A Small plastic panoramic cammera, gift of Reader´s Digest Cammera;
The Reader’s Digest Magazine emerged in United States of America in 1922, owned by Dewitt Wallace and Lila Wallace as a collection of articles published previously in magazines and journals but in a little time started to count on its own article. During World War II, the magazine was translated into several languages including Portuguese and Spanish.
Even today the Reader’s Digest circulates in the same format and it still is an amusing read. The older editions are collectible items.
Another thing that makes the magazine cool is the amazing prizes they give out. Every month, subscribers are invited to join a raffle for prizes. They sometimes give out a car for a prize. It was in one of this raffles that my wife, won a cute plastic panoramic camera.
When we got married, the camera tagged along. It didn’t have any kind of identification of origin or trademark. It was all made of plastic, even the lens but I didn’t disassemble it to make sure. The panoramic image was a lot different than what the Sprocket Rocket makes. This freebie camera made a smaller vertical image but increased the horizontal size.
It’s a particularly handy camera and I think it takes amazing photos. It needs a lot of light and it was easy to underexpose images. It can also create nice vignettes and it kept me company on wonderful trips.

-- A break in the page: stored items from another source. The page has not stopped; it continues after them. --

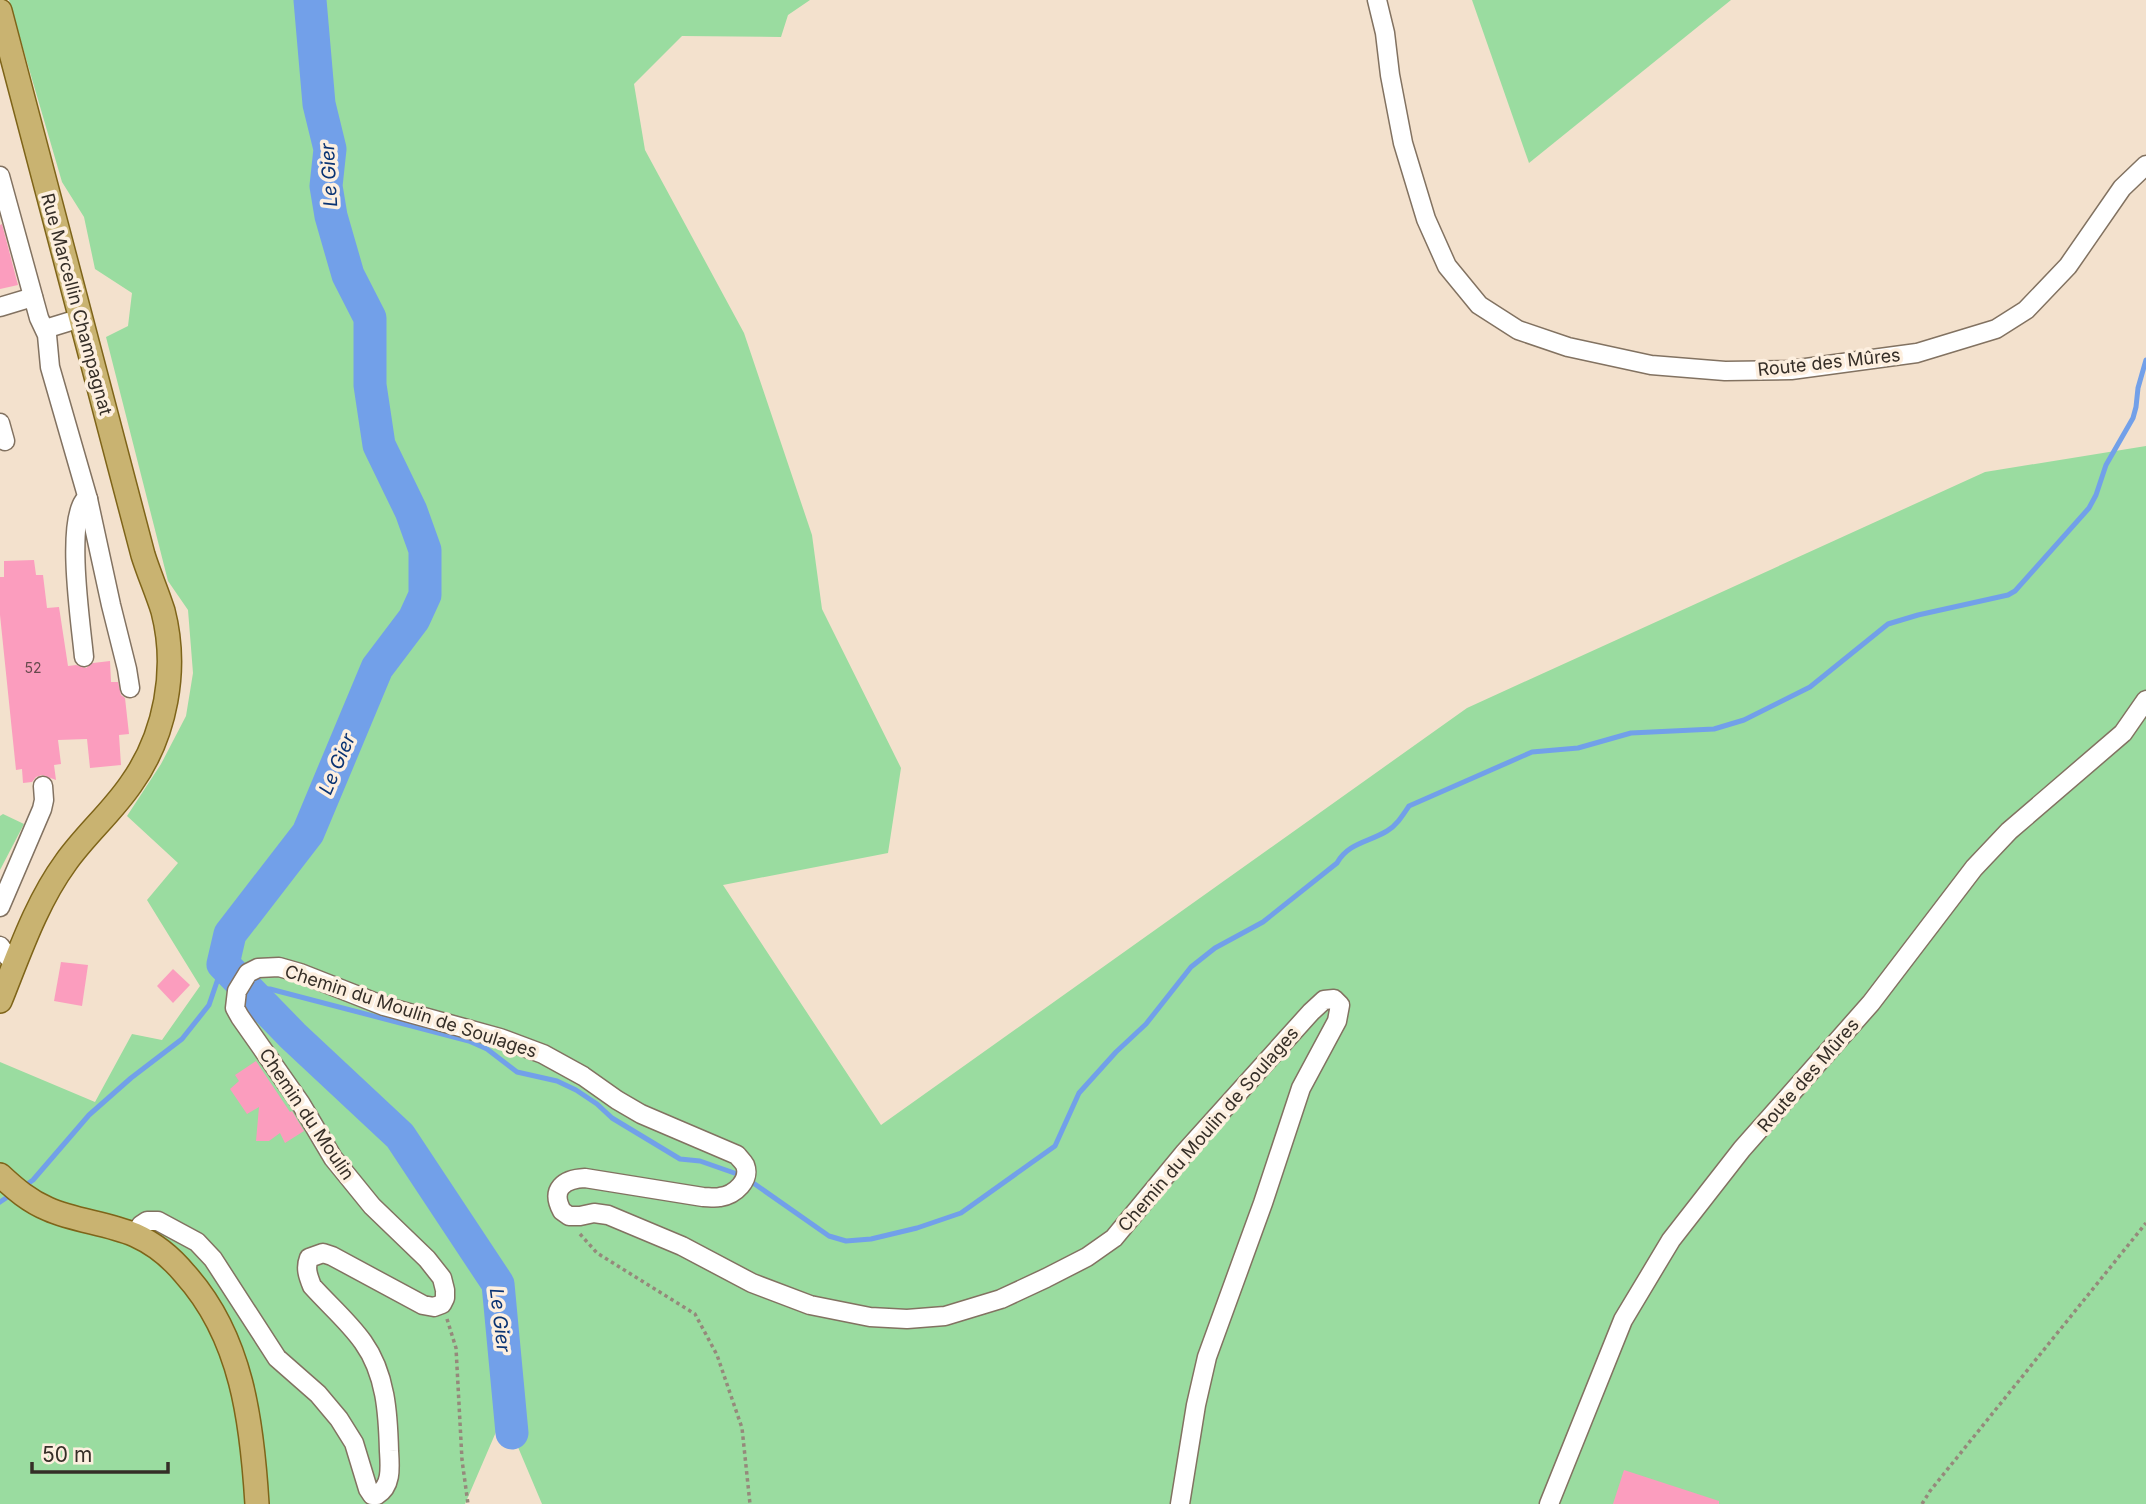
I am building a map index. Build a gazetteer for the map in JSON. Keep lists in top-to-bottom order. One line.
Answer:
{"streets":{"main road":["Rue Marcellin Champagnat"],"street":["Route des Mûres","Chemin du Moulin de Soulages","Chemin du Moulin"]},"crossings":[["Chemin du Moulin de Soulages","Chemin du Moulin"]],"water":["Le Gier"],"house_numbers":["52"],"scale_bar":"50 m"}
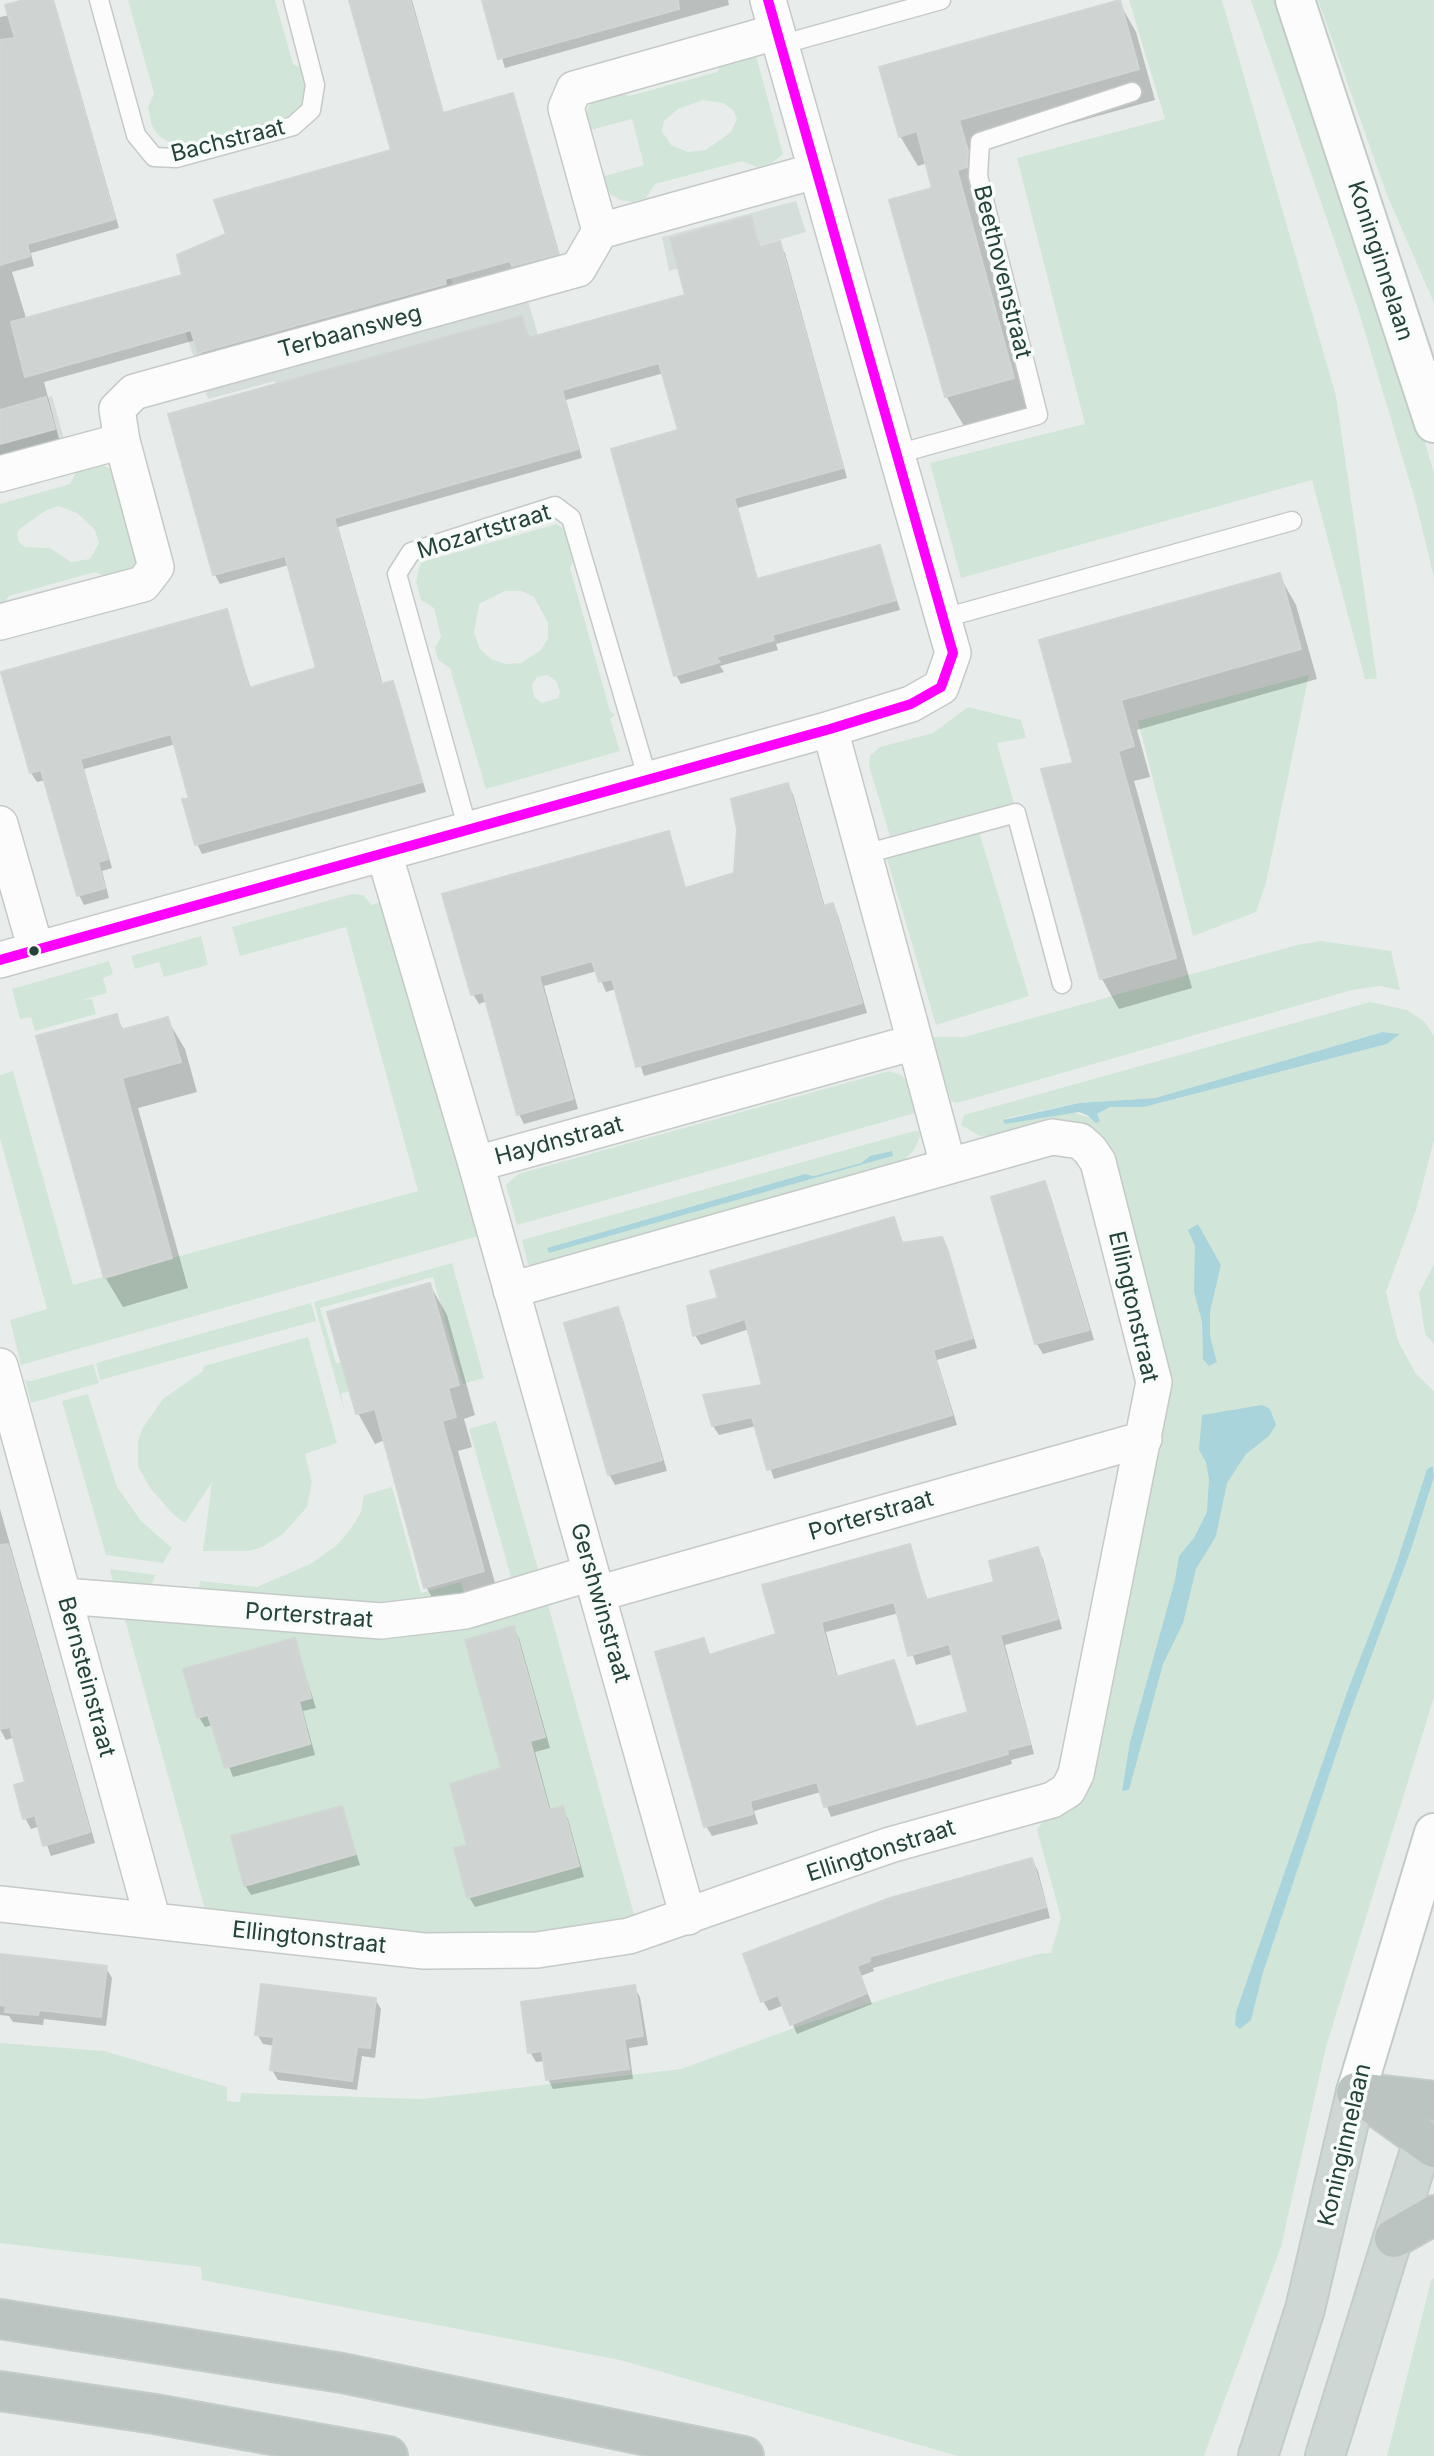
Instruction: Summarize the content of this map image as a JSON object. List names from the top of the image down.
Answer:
{
  "streets": {
    "main road": ["Koninginnelaan"],
    "street": [
      "Terbaansweg",
      "Haydnstraat",
      "Ellingtonstraat",
      "Porterstraat",
      "Gershwinstraat",
      "Bernsteinstraat"
    ],
    "lane": ["Bachstraat", "Beethovenstraat", "Mozartstraat"]
  },
  "crossings": [
    ["Haydnstraat", "Gershwinstraat"],
    ["Ellingtonstraat", "Porterstraat"],
    ["Ellingtonstraat", "Gershwinstraat"],
    ["Ellingtonstraat", "Bernsteinstraat"],
    ["Porterstraat", "Gershwinstraat"],
    ["Porterstraat", "Bernsteinstraat"]
  ]
}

Back then, the photo-labs used to ask for a lot of money for development of these pictures, that’s why I only used it a few times. The film used for the photos in this article stayed in the camera for almost 5 years. The camera appeared sporadically on some of our trips, hence the variety of travel photos. With a kick of nostalgia and a simple point-and-shoot feature, this little camera from the past is a sure keeper.
(Special thanks to Eliana Ferreira Ventura for helping me with my English.)